Rail and water tunnel in Colorado, USA

The Moffat Tunnel is a railroad and water tunnel that cuts through the Continental Divide in north-central Colorado. Named after Colorado railroad pioneer David Moffat, the tunnel's first official railroad traffic passed through in February 1928.

The Moffat Tunnel finally provided Denver with a western link through the Continental Divide, as both Cheyenne, Wyoming, to the north and Pueblo to the south already enjoyed rail access to the West Coast. It follows the right-of-way laid out by Moffat in 1902 while he was seeking a better and shorter route from Denver to Salt Lake City. The Moffat Tunnel averages 15 trains per day. The railroad and water tunnels parallel one another; the water tunnel delivers a portion of Denver's water supply. In 1979, the tunnel was designated as a National Historic Civil Engineering Landmark by the American Society of Civil Engineers.

==Overview==

The eastern portal is about 50 mi west of Denver in the Front Range, about 10 mi west of the town of Rollinsville. (Note: ) The West Portal is located at the base area of Winter Park Resort, (Note: ) above and east of the Dotsero Cutoff that leads west towards Salt Lake City. The railroad tunnel is 24 ft high, 18 ft wide, and 6.2 mi long. The apex of the tunnel is at 9239 ft above sea level. The tunnel has a gradient of 1 in 125 (0.8%).

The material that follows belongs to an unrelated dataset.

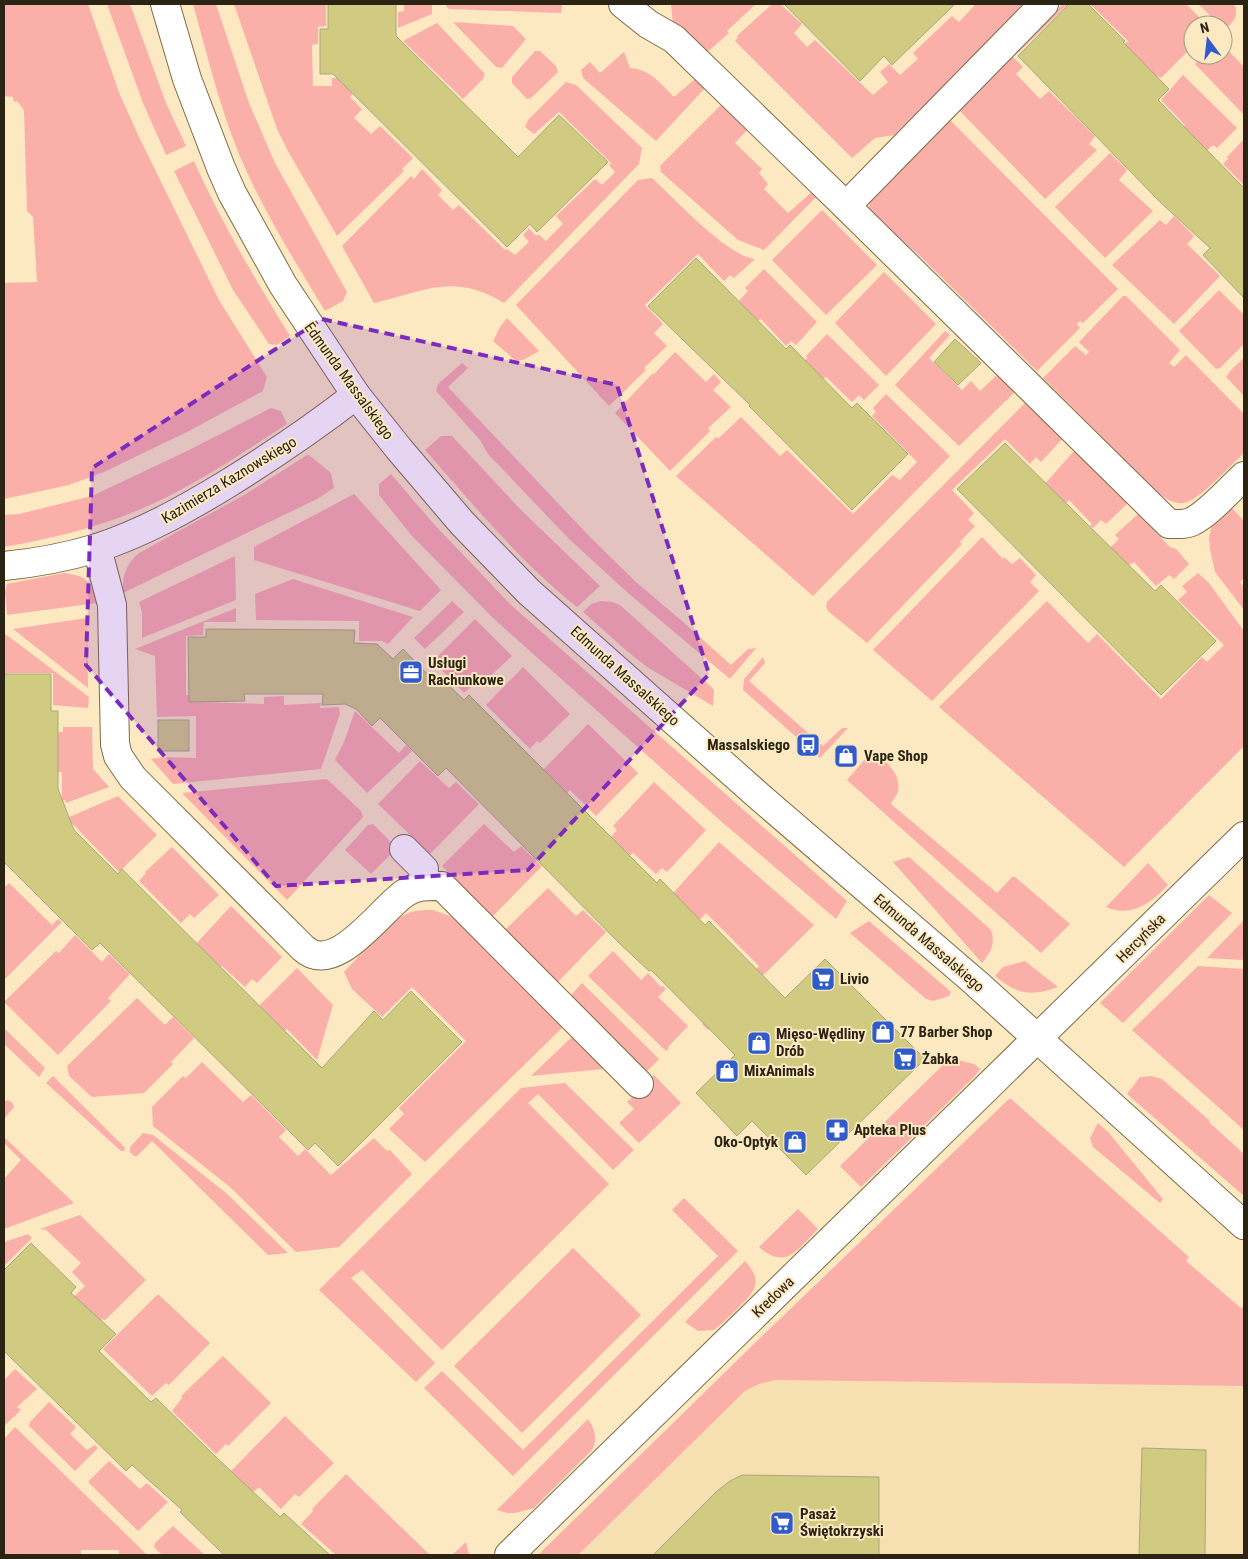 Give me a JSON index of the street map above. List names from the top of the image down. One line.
{"streets":{"street":["Edmunda Massalskiego","Kazimierza Kaznowskiego","Hercyńska","Kredowa"]},"crossings":[["Edmunda Massalskiego","Kazimierza Kaznowskiego"],["Edmunda Massalskiego","Hercyńska"],["Edmunda Massalskiego","Kredowa"],["Hercyńska","Kredowa"]],"places":{"office":["Usługi Rachunkowe"],"bus stop":["Massalskiego"],"shop":["Vape Shop","77 Barber Shop","Mięso-Wędliny Drób","MixAnimals","Oko-Optyk"],"supermarket":["Livio","Żabka","Pasaż Świętokrzyski"],"pharmacy":["Apteka Plus"]},"north":"top"}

As of 1989, the Moffat was the fourth-longest railroad tunnel in North America. It was the longest non-electrified tunnel until 1956, when electrification was removed from the Cascade Tunnel. The tunnel is single-tracked, so only one train is run through at a time, usually with eastbound and westbound trains alternating. For safety reasons, passengers are asked not to move from one car to another while the train is in the tunnel.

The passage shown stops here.